Saved data entries:
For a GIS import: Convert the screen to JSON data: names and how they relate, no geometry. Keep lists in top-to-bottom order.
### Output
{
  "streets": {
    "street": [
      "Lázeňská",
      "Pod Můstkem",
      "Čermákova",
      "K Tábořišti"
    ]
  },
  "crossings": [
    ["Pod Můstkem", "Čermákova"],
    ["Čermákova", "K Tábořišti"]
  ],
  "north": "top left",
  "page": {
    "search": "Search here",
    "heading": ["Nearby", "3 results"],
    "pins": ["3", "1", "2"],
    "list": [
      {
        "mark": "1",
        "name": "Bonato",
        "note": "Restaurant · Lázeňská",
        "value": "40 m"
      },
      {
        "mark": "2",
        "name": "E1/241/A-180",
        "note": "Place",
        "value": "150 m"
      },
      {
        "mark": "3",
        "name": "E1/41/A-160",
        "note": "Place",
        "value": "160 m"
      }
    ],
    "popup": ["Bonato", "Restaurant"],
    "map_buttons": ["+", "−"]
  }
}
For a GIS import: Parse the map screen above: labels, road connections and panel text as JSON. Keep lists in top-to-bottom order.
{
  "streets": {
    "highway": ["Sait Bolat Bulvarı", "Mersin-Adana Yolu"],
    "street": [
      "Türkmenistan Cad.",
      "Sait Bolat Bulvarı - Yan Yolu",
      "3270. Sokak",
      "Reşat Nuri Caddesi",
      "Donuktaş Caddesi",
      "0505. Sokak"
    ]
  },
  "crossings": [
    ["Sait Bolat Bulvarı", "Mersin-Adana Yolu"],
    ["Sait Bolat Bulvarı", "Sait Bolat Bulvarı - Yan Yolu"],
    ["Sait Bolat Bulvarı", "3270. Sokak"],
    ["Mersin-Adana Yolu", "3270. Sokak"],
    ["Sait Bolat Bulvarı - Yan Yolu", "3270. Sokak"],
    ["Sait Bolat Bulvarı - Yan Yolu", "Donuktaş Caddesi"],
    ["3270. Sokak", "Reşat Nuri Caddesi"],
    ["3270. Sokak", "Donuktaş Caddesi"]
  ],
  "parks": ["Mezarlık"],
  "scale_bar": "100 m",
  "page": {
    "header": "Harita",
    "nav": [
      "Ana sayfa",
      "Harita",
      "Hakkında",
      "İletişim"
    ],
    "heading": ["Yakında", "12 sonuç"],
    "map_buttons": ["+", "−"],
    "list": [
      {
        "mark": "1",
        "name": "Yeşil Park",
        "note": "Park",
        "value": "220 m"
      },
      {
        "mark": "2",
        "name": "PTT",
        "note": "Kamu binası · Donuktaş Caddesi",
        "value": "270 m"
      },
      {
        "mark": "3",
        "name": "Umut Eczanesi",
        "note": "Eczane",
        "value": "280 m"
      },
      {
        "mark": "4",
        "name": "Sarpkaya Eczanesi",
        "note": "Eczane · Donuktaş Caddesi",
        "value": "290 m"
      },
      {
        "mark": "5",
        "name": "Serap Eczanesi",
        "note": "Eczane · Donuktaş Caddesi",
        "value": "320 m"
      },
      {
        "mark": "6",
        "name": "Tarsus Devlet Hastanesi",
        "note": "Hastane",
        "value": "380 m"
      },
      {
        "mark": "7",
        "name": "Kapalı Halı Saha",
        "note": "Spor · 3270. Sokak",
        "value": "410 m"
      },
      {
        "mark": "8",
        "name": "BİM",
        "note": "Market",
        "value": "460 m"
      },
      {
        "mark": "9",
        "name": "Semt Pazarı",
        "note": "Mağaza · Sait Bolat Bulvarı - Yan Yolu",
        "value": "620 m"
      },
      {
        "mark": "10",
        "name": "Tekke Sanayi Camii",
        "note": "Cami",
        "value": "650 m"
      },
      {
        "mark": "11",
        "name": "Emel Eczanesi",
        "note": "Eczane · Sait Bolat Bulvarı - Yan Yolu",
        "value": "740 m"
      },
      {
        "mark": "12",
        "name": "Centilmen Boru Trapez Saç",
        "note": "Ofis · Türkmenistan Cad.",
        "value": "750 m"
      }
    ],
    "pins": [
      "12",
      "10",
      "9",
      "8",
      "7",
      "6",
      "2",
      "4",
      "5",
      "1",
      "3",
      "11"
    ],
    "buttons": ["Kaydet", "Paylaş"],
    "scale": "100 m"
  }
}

■ What the task asks ■
Transcribe every record above so that nothing differs from the original.

■ Task response ■
For a GIS import: Convert the screen to JSON data: names and how they relate, no geometry. Keep lists in top-to-bottom order.
### Output
{
  "streets": {
    "street": [
      "Lázeňská",
      "Pod Můstkem",
      "Čermákova",
      "K Tábořišti"
    ]
  },
  "crossings": [
    ["Pod Můstkem", "Čermákova"],
    ["Čermákova", "K Tábořišti"]
  ],
  "north": "top left",
  "page": {
    "search": "Search here",
    "heading": ["Nearby", "3 results"],
    "pins": ["3", "1", "2"],
    "list": [
      {
        "mark": "1",
        "name": "Bonato",
        "note": "Restaurant · Lázeňská",
        "value": "40 m"
      },
      {
        "mark": "2",
        "name": "E1/241/A-180",
        "note": "Place",
        "value": "150 m"
      },
      {
        "mark": "3",
        "name": "E1/41/A-160",
        "note": "Place",
        "value": "160 m"
      }
    ],
    "popup": ["Bonato", "Restaurant"],
    "map_buttons": ["+", "−"]
  }
}
For a GIS import: Parse the map screen above: labels, road connections and panel text as JSON. Keep lists in top-to-bottom order.
{
  "streets": {
    "highway": ["Sait Bolat Bulvarı", "Mersin-Adana Yolu"],
    "street": [
      "Türkmenistan Cad.",
      "Sait Bolat Bulvarı - Yan Yolu",
      "3270. Sokak",
      "Reşat Nuri Caddesi",
      "Donuktaş Caddesi",
      "0505. Sokak"
    ]
  },
  "crossings": [
    ["Sait Bolat Bulvarı", "Mersin-Adana Yolu"],
    ["Sait Bolat Bulvarı", "Sait Bolat Bulvarı - Yan Yolu"],
    ["Sait Bolat Bulvarı", "3270. Sokak"],
    ["Mersin-Adana Yolu", "3270. Sokak"],
    ["Sait Bolat Bulvarı - Yan Yolu", "3270. Sokak"],
    ["Sait Bolat Bulvarı - Yan Yolu", "Donuktaş Caddesi"],
    ["3270. Sokak", "Reşat Nuri Caddesi"],
    ["3270. Sokak", "Donuktaş Caddesi"]
  ],
  "parks": ["Mezarlık"],
  "scale_bar": "100 m",
  "page": {
    "header": "Harita",
    "nav": [
      "Ana sayfa",
      "Harita",
      "Hakkında",
      "İletişim"
    ],
    "heading": ["Yakında", "12 sonuç"],
    "map_buttons": ["+", "−"],
    "list": [
      {
        "mark": "1",
        "name": "Yeşil Park",
        "note": "Park",
        "value": "220 m"
      },
      {
        "mark": "2",
        "name": "PTT",
        "note": "Kamu binası · Donuktaş Caddesi",
        "value": "270 m"
      },
      {
        "mark": "3",
        "name": "Umut Eczanesi",
        "note": "Eczane",
        "value": "280 m"
      },
      {
        "mark": "4",
        "name": "Sarpkaya Eczanesi",
        "note": "Eczane · Donuktaş Caddesi",
        "value": "290 m"
      },
      {
        "mark": "5",
        "name": "Serap Eczanesi",
        "note": "Eczane · Donuktaş Caddesi",
        "value": "320 m"
      },
      {
        "mark": "6",
        "name": "Tarsus Devlet Hastanesi",
        "note": "Hastane",
        "value": "380 m"
      },
      {
        "mark": "7",
        "name": "Kapalı Halı Saha",
        "note": "Spor · 3270. Sokak",
        "value": "410 m"
      },
      {
        "mark": "8",
        "name": "BİM",
        "note": "Market",
        "value": "460 m"
      },
      {
        "mark": "9",
        "name": "Semt Pazarı",
        "note": "Mağaza · Sait Bolat Bulvarı - Yan Yolu",
        "value": "620 m"
      },
      {
        "mark": "10",
        "name": "Tekke Sanayi Camii",
        "note": "Cami",
        "value": "650 m"
      },
      {
        "mark": "11",
        "name": "Emel Eczanesi",
        "note": "Eczane · Sait Bolat Bulvarı - Yan Yolu",
        "value": "740 m"
      },
      {
        "mark": "12",
        "name": "Centilmen Boru Trapez Saç",
        "note": "Ofis · Türkmenistan Cad.",
        "value": "750 m"
      }
    ],
    "pins": [
      "12",
      "10",
      "9",
      "8",
      "7",
      "6",
      "2",
      "4",
      "5",
      "1",
      "3",
      "11"
    ],
    "buttons": ["Kaydet", "Paylaş"],
    "scale": "100 m"
  }
}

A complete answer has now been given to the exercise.